読み終わって最後は気分が悪くなりました。
人の怨みと業によって書かれている本です。郷土の大横綱輪島さんの本だということで購入しましたが購入に後悔しています。
一芸に秀でた人物が社会的には不適合者である場合が多々あるが、輪島はその典型なのだろう。序章にこんな一文がある
”輪島の人柄をわかりやすく言えば、「オンナとカネにだらしのない人」です。”
死んだ後にこんな風に言われるのもなぁ・・・・広島ヤクザとの接点や二子山親方との確執等々、興味深いエピソードが盛りたくさん。それらが元妻の一人称で語られている。
問題なのは元花籠親方もこの実質、著者の五月氏にしても初代若乃花や輪島のおかげで自分たちがあるということを忘れているということ。
初代若乃花も輪島も別の部屋でも横綱になっただろう。
花籠の株は協会のものであって自分たちのものじゃないことも分かってない。
輪島はともかく初代若乃花は悪いことはしてないと思うけどな。
輪島の後妻は何もない輪島と結婚したわけだけど、あなたは金と地位のために結婚したのでしょう?

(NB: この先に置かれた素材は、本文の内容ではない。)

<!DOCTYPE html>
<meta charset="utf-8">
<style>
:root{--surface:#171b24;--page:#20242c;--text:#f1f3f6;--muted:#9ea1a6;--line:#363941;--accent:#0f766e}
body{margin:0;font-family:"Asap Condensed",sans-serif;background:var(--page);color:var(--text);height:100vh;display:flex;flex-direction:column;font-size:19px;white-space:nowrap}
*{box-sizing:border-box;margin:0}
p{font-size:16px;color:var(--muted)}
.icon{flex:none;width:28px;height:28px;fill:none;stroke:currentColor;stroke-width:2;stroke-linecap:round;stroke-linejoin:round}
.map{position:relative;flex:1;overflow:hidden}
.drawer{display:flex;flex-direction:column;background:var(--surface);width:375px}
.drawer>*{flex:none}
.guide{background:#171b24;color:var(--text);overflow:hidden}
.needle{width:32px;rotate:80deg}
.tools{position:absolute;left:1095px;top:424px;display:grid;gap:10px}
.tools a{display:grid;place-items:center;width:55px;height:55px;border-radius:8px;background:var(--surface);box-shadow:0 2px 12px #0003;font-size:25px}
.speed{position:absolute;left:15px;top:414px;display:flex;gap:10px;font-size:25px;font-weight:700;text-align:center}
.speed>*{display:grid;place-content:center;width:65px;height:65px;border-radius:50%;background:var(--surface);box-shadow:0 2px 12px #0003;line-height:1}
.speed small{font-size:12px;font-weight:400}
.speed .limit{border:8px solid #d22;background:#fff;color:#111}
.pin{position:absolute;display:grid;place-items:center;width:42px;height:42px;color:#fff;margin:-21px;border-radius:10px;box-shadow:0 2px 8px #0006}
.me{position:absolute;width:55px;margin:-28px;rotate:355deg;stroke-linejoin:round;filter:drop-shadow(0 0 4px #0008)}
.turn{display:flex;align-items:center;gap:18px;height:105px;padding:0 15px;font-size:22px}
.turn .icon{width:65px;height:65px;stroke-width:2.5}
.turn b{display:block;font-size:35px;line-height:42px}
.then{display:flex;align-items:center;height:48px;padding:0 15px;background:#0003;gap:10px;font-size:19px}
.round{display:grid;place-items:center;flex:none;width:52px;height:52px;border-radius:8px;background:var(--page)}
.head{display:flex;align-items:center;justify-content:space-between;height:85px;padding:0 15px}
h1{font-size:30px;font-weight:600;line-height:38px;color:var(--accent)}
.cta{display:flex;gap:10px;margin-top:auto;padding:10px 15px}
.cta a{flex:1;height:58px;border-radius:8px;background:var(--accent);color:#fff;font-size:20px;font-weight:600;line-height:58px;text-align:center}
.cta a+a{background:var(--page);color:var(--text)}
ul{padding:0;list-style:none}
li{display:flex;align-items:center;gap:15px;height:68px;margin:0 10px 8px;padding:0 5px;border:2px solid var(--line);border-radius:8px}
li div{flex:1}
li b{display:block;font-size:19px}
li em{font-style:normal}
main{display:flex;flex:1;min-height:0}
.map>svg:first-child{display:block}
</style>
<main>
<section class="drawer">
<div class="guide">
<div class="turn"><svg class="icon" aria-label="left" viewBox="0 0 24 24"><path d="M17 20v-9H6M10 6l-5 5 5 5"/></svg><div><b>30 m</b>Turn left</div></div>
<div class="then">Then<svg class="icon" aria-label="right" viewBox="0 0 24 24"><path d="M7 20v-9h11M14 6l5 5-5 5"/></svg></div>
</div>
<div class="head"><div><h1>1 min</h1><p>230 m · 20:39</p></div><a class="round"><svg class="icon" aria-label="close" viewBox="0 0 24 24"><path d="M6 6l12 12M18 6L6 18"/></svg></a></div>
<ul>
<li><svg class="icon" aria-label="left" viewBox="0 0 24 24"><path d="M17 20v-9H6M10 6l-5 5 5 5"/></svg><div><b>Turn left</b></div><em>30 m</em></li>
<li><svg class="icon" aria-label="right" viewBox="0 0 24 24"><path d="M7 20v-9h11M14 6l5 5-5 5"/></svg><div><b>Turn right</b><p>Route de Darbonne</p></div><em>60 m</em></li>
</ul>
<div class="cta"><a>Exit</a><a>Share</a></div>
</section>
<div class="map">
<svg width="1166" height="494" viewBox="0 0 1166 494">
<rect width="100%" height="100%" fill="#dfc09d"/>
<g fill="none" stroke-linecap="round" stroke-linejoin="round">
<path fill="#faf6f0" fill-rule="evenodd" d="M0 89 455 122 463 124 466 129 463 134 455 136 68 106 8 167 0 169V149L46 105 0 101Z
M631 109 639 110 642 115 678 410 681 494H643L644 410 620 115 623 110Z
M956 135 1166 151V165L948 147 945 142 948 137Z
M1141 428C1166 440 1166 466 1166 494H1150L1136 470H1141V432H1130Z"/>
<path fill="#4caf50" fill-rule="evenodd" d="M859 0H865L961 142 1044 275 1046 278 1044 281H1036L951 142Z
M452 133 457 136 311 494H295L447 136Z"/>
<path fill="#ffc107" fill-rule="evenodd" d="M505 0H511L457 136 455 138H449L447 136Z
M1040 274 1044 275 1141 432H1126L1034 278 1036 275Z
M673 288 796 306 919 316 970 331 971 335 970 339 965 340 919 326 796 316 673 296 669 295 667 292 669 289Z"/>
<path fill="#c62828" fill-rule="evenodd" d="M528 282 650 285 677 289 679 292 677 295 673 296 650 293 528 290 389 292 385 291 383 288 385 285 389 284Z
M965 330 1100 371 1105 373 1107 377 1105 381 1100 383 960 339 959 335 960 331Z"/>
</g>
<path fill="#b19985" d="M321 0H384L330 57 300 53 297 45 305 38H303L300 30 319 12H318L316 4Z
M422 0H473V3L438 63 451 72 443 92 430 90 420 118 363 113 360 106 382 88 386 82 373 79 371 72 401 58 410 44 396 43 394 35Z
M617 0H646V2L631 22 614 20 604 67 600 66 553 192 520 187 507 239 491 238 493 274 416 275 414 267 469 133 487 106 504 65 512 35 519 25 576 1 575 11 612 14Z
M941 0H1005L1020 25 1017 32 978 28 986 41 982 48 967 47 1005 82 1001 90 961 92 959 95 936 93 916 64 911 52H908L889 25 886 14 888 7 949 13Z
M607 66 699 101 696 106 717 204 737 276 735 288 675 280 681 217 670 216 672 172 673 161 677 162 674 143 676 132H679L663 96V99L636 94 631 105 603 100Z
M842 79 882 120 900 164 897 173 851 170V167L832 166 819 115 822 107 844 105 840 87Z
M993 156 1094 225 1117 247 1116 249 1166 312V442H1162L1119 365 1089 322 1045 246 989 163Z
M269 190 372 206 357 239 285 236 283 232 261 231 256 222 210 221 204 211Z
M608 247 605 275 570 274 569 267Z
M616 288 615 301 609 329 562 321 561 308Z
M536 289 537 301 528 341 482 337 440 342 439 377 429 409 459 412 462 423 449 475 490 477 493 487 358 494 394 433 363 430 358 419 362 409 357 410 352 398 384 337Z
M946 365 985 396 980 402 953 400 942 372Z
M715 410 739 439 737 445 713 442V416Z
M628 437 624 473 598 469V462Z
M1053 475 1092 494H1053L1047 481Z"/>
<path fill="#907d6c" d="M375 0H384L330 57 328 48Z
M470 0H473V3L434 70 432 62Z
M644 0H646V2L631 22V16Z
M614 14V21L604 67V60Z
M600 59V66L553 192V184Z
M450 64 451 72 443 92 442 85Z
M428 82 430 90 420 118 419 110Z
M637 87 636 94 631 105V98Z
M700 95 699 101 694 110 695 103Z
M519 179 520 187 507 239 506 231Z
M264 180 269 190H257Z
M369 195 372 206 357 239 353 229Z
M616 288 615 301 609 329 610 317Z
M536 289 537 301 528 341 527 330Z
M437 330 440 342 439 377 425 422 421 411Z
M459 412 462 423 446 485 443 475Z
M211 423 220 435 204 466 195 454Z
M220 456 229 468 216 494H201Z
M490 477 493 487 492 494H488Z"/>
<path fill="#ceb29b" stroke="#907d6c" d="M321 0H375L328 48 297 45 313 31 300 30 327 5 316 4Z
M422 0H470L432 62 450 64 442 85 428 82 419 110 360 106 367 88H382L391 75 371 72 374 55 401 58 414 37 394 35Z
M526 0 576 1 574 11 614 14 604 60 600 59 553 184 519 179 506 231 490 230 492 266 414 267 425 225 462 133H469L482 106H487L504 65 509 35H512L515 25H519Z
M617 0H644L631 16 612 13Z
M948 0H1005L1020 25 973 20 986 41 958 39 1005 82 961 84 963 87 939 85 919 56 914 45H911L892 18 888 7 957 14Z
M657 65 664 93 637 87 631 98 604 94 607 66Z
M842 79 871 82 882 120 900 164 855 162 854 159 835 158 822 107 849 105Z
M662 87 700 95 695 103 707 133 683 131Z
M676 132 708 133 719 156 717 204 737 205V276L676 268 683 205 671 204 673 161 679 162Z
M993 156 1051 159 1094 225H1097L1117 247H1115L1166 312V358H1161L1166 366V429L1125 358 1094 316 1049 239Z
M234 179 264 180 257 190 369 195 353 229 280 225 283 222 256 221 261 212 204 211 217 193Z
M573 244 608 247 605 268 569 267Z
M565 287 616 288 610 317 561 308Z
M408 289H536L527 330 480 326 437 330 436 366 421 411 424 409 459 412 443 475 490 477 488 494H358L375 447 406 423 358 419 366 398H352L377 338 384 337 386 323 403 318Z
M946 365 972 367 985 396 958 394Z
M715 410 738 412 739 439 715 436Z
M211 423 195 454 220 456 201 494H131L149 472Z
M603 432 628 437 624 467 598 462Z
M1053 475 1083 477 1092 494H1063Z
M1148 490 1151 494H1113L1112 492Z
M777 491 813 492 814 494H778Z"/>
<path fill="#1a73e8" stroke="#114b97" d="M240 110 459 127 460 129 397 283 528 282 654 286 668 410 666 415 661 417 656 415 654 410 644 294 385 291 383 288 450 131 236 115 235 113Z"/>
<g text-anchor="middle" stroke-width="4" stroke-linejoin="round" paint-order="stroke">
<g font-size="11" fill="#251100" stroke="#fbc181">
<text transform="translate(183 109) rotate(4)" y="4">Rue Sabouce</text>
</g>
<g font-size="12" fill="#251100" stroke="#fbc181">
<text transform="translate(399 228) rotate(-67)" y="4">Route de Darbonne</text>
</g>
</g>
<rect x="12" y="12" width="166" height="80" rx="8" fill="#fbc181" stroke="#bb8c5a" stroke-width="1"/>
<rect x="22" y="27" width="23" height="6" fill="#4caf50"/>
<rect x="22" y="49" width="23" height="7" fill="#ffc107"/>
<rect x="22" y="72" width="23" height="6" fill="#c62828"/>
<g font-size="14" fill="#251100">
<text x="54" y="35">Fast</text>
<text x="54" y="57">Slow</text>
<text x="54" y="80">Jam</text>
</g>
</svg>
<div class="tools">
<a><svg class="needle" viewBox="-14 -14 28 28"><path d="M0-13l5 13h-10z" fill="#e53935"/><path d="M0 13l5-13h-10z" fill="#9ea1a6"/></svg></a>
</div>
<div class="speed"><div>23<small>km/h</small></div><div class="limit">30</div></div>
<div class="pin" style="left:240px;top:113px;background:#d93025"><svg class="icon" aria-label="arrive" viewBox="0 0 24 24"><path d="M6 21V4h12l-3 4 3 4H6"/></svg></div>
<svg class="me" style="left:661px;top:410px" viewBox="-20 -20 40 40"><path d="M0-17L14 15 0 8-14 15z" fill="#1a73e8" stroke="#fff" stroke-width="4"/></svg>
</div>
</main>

相撲の親方は一代限りでしょう、あの双葉山だって子孫が経営してるわけじゃない。歌舞伎や能じゃないんだしそこを忘れているよね。
あなたが最初から自分が好きな人と結婚すればよかったんじゃない?
元 前頭3枚目の男が幸運により金と地位を得たんだけどそれを自分の力と思っちゃったのが問題だね、そしてその子供達も。本来なら部屋付き親方か協会に残れなくてもおかしくない番付なのにね。
倒産 FMWの著者も大仁多のおかげでFMWの社長になれたのに自分で潰して大仁多に文句言ってる最低の人間。
横綱輪島の破天荒なエピソードが満載の楽しい内容かと思ったらとんでもない、前妻の恨み節で埋め尽くされています。しかも輪島が再婚後に生まれた息子さんの事にまで触れるのはどういう神経なのか。とにかく読まない方がいいとしか言えない一冊です。